__TASK STATEMENT__
Check every line of the data below for the word "lists", then give only the number of lines that have it.

[Stored records]
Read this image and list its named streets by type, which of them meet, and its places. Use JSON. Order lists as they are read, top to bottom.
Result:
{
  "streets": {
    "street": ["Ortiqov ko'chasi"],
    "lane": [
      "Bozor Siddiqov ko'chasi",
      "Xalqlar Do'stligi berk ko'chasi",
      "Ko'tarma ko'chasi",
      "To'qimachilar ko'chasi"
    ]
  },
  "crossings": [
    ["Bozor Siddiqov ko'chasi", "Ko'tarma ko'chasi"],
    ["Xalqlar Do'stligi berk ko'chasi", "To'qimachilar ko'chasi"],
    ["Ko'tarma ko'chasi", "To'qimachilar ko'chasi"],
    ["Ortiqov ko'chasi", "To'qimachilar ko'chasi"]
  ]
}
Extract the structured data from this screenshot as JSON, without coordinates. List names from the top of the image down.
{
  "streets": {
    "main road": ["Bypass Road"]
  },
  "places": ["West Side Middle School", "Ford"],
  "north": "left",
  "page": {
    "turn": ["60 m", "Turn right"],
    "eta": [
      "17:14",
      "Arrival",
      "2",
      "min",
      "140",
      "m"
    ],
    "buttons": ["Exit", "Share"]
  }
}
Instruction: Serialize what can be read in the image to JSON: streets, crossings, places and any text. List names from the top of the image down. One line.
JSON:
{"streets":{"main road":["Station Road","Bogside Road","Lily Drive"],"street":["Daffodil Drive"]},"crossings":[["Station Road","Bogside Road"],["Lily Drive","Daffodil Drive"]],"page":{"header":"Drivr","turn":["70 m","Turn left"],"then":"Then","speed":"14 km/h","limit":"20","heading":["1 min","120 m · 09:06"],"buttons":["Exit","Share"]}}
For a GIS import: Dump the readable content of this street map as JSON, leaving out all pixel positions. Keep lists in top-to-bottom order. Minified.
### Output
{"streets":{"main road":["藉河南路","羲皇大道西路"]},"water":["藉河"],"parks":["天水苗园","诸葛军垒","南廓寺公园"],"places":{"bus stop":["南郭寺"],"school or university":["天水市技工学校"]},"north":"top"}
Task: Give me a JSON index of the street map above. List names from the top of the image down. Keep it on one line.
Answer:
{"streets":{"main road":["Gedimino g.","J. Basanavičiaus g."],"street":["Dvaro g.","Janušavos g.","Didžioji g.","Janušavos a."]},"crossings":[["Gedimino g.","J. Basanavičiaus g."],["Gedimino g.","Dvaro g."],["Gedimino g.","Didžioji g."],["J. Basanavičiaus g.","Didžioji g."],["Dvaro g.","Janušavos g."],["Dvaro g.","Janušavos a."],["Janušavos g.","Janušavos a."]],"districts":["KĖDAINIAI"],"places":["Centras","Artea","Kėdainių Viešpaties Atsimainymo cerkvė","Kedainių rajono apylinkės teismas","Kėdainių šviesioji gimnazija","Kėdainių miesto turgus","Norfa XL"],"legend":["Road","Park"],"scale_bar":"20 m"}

__ANSWER TO THIS EXERCISE__
2